En el panorama teatral contemporáneo, donde a veces prima lo espectacular sobre lo sustancial, la compañía Kilómetro Cero presenta «Carlos» una obra que funciona como un bisturí afilado para diseccionar las capas más incómodas de la masculinidad y el autodescubrimiento. No es solo una función; es un experimento sensorial y emocional que coloca la tecnología al servicio del arte, no como un mero adorno, sino como un órgano vital de su narrativa.
Desde el primer momento, la puesta en escena se revela como un serio trabajo de dirección. La escenografía, un ecosistema de pantallas, sonidos inmersivos y una iluminación que palpita al ritmo del conflicto interno del protagonista, no es un simple fondo. Es un personaje más, una extensión de la psique de Carlos, que proyecta sus fantasmas, sus deseos reprimidos y la presión social que lo asfixia. Esta integración de lo tecnológico con lo actoral es, sin duda, uno de los mayores aciertos de la propuesta: logra que lo abstracto (el machismo internalizado, los tabúes) se vuelva tangible y visceral.
En el centro de este huracán se encuentra Peter Rojas, cuya actuación no puede describirse sino como excelente. Rojas no interpreta a Carlos; lo habita. Con una gama que va desde la vulnerabilidad más cruda hasta la agresividad más contenida, construye un personaje complejo y contradictorio, lejos de cualquier caricatura. Su mirada, sus silencios y los mínimos gestos transmiten la batalla interna de un hombre atrapado en los mandatos de género que ya no sabe cómo habitar, pero de los que no logra liberarse. Es una interpretación sincera, valiente y llena de matices que sostiene el peso de la obra sobre sus hombros con una maestría encomiable.
El texto y su desarrollo escénico abordan con una sinceridad conmovedora temas tan polémicos como el machismo, los tabúes sexuales y la diversidad. La obra no se limita a señalar; explora. Se adentra en los grises de la condición humana, evitando discursos maniqueos para mostrar la dolorosa, y a veces fea, transición de un hombre que comienza a cuestionar todo lo que le han enseñado a ser. Este tratamiento honesto es lo que convierte a «Carlos» en una experiencia incómoda pero necesaria, un espejo en el que, de una forma u otra, muchos espectadores pueden sentirse interpelados.

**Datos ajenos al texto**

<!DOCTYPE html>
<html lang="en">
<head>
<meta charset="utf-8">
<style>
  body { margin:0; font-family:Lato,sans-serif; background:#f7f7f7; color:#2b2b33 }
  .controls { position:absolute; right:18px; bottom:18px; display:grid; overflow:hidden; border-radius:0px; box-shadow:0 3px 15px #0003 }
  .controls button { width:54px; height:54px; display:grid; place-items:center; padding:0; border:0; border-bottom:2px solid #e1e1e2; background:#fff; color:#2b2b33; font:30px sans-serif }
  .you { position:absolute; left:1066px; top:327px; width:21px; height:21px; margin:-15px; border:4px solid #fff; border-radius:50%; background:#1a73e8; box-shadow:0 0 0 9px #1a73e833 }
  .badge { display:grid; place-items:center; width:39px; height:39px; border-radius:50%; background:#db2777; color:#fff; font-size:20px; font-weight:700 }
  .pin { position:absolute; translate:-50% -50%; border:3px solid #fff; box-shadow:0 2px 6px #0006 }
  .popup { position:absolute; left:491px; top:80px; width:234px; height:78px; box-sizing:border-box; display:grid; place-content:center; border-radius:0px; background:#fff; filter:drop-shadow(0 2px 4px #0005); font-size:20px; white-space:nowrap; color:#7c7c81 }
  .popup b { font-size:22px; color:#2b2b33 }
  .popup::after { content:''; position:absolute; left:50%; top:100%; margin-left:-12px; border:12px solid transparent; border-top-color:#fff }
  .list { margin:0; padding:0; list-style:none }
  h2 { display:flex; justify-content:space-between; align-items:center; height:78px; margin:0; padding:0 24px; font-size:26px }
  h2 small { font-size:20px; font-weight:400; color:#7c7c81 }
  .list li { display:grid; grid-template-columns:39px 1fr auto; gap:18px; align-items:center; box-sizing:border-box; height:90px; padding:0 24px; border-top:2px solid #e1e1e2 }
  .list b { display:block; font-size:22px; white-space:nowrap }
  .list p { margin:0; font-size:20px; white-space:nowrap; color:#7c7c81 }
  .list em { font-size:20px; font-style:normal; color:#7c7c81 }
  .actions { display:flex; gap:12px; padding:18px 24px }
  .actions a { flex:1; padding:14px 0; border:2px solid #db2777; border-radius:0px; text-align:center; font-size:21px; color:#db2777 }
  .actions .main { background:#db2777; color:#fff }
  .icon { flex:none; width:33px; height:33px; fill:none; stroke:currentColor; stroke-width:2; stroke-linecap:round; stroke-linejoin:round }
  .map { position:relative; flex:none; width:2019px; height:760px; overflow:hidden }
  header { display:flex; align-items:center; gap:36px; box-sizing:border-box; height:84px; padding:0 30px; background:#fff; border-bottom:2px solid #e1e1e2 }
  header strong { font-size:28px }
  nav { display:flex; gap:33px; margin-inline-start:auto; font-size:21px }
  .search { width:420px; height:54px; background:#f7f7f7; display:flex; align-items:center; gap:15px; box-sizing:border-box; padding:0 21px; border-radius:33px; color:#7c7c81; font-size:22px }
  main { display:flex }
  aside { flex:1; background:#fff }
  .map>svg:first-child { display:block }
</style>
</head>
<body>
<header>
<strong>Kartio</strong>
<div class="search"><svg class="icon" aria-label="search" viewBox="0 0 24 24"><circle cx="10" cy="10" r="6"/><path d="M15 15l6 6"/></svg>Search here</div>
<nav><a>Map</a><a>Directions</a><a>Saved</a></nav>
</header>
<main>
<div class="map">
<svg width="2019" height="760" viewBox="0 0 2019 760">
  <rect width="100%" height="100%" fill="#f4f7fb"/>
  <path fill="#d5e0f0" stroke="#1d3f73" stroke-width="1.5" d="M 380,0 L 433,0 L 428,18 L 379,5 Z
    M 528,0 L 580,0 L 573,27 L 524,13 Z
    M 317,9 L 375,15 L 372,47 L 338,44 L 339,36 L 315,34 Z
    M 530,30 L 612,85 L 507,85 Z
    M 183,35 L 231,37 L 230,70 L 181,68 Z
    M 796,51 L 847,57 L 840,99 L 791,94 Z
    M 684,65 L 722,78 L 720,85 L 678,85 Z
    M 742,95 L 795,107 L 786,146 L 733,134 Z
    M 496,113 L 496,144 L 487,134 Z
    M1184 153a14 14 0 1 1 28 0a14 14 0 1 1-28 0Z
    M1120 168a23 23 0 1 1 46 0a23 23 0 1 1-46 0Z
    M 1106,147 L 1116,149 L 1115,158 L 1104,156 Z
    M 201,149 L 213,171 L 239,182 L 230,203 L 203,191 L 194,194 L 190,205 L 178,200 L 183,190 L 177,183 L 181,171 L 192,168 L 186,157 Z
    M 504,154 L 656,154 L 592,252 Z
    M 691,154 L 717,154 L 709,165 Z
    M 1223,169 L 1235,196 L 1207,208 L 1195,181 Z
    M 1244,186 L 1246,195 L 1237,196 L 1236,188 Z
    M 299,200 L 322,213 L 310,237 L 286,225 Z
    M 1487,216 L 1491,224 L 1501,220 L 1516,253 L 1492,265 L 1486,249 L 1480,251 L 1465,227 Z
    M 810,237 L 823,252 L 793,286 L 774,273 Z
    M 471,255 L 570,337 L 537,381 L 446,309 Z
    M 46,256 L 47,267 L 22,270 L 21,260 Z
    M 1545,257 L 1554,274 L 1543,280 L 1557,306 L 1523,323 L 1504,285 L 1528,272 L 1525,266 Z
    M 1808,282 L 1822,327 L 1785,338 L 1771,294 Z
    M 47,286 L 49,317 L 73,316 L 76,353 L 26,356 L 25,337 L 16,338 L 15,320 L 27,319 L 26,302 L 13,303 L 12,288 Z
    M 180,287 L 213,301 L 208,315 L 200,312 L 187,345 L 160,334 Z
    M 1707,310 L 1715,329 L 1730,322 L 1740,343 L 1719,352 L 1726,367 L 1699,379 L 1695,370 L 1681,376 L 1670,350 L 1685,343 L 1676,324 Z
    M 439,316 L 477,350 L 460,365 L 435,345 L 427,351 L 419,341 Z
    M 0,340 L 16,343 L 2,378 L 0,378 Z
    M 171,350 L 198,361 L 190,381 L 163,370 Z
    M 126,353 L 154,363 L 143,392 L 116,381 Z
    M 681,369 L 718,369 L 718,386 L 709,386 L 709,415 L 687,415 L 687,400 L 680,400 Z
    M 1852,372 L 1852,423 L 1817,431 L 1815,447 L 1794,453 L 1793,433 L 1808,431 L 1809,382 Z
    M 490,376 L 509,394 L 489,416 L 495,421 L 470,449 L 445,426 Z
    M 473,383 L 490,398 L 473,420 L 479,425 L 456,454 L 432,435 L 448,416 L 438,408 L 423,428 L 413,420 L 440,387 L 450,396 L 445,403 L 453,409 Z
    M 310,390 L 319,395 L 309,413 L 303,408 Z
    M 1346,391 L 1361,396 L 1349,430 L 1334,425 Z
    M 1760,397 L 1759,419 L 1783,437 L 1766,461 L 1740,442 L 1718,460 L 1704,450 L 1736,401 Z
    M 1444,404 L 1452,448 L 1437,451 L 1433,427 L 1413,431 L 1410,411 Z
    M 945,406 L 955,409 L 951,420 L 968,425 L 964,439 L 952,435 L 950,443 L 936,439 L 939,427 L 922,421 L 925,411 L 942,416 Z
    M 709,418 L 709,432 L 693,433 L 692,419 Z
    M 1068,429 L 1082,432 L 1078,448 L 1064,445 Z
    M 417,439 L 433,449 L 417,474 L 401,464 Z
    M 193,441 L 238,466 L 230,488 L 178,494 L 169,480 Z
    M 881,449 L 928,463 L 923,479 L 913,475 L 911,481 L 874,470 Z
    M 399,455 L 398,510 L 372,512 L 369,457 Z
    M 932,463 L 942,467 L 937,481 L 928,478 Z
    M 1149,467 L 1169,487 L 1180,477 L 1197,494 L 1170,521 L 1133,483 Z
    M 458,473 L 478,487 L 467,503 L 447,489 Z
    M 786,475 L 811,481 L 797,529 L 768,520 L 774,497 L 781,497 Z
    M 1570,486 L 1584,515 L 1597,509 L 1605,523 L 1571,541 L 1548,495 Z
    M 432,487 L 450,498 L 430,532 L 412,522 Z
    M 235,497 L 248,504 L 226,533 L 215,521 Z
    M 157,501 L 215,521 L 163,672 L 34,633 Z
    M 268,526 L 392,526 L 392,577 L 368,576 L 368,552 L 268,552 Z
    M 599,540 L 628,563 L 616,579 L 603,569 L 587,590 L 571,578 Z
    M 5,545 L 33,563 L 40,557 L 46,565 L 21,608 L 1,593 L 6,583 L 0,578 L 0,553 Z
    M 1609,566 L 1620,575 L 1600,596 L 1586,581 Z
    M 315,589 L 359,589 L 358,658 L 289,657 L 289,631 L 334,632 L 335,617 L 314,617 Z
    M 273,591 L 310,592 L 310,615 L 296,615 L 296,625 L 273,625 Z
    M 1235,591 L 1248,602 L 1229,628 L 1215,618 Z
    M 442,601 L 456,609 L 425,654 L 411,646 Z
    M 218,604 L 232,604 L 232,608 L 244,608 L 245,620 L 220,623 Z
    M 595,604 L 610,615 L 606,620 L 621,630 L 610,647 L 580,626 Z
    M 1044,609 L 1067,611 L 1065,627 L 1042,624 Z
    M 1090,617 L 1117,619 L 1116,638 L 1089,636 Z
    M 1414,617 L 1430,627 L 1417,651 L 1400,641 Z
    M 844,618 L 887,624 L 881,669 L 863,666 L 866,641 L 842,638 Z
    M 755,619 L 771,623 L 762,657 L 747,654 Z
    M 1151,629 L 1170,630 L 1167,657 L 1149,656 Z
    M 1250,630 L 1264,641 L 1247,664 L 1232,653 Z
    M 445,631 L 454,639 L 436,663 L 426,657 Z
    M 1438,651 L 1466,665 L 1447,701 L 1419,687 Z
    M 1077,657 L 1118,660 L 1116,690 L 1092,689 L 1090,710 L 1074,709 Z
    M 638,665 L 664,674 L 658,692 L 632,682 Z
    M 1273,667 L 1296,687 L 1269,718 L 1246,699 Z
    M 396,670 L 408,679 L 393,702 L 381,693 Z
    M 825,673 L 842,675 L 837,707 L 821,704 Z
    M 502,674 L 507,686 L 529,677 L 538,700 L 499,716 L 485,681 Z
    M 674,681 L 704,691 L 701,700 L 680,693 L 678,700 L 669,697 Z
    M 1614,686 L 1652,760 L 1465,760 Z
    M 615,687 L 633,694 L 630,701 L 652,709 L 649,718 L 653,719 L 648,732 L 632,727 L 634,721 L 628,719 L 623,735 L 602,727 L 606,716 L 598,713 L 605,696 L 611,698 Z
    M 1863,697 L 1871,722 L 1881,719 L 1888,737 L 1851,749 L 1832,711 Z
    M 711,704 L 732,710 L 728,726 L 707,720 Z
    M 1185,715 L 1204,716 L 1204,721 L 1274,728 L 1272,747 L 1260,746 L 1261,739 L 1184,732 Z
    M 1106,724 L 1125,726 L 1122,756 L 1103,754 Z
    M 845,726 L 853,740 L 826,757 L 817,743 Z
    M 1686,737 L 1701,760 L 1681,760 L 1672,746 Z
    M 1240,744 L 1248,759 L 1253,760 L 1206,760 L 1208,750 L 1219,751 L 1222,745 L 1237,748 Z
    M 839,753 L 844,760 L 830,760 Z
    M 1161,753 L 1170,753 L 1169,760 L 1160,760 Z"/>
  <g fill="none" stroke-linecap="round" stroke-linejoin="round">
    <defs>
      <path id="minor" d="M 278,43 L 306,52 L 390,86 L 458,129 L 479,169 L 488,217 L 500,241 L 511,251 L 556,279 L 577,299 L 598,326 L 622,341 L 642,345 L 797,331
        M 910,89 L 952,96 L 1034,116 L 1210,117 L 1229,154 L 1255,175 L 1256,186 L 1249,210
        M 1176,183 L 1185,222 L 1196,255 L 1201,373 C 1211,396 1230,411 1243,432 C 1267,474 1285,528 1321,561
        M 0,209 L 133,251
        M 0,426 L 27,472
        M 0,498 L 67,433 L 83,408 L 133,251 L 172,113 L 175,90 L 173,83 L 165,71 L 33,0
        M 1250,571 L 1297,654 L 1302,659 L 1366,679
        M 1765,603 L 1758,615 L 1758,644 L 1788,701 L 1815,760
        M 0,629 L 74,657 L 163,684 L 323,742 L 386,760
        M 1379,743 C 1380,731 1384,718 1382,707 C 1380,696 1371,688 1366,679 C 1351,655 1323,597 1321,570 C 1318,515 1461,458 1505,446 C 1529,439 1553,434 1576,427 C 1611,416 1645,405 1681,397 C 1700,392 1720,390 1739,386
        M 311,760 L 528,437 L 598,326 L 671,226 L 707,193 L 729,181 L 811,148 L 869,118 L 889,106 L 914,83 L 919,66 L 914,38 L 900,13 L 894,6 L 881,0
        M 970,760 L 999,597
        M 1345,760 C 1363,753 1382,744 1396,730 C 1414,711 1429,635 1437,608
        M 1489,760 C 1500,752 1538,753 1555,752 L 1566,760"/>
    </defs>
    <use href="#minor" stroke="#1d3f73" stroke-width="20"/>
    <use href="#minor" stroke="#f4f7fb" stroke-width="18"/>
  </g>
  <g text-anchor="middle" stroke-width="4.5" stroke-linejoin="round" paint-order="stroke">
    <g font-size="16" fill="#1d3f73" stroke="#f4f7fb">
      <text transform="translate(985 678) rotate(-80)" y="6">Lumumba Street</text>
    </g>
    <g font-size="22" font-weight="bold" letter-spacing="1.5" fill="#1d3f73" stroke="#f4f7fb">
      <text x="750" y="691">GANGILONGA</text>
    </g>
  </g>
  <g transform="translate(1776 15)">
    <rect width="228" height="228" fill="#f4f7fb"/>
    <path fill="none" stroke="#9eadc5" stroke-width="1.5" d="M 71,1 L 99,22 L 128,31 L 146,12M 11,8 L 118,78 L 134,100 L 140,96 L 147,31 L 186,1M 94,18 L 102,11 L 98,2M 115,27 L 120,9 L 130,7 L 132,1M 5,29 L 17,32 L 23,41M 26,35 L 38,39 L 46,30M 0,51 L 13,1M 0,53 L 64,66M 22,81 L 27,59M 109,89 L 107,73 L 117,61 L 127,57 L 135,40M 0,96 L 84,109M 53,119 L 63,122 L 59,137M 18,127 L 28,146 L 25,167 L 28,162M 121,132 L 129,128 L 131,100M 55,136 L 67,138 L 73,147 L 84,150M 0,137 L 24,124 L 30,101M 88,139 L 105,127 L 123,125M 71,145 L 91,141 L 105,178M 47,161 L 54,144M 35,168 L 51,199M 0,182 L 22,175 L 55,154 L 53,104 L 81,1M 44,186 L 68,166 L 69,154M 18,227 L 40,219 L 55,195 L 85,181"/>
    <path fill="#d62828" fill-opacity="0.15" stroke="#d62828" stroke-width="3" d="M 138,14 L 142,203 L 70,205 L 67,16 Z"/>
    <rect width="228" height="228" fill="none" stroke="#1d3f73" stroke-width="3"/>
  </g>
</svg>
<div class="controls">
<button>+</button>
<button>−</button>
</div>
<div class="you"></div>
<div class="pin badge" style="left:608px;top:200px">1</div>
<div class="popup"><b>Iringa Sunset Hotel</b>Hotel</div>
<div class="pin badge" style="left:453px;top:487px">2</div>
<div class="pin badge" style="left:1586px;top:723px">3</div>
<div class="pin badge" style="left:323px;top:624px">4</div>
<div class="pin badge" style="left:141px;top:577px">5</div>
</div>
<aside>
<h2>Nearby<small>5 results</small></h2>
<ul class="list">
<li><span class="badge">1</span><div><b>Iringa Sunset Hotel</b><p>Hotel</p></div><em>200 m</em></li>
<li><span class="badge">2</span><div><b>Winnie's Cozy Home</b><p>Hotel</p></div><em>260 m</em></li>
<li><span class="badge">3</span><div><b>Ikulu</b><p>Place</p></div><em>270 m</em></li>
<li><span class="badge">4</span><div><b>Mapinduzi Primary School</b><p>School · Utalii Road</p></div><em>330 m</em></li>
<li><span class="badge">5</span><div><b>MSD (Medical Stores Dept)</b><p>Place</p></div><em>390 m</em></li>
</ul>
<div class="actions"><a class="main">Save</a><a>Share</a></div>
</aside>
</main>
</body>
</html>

Sin embargo, tras asistir a la función, surge una reflexión casi imperativa: esta propuesta tiene todas las condiciones para una presentación en un espacio más íntimo. La potencia del trabajo de Rojas y la crudeza del tema piden a gritos una proximidad que el marco teatral convencional puede diluir. En una sala pequeña, un black box o un formato casi de teatro cámara, la cercanía física transformaría por completo la experiencia.
Cada suspiro, cada temor contenido, cada gota de sudor se convertiría en un patrimonio compartido con el público. Esa retroalimentación actor-público, público-actor ese flujo energético casi tangible se intensificaría, enriqueciendo exponencialmente la obra. El actor ganaría herramientas más sutiles, y el espectador se vería involucrado en un nivel casi confesional, traspasando la barrera de lo observacional para sumergirse en lo vivencial. La obra, ya de por sí intensa, alcanzaría una potencia catártica superior.
En conclusión, «Carlos» de Kilómetro Cero es una de las propuestas más novedosas y coherentes de la temporada. Un acierto de dirección que se apoya en una actuación magistral y un discurso valiente. Es una obra que no solo cumple con creces su objetivo, sino que, en su esencia, lleva la semilla de una versión aún más poderosa, una que florecería en la intimidad de un espacio que le permita al público no solo ver, sino sentir a Carlos respirar a su lado. Una oportunidad que, ojalá, la compañía no deseche considero desde mi modesta opinión que su intimismo la hace grande y diferente.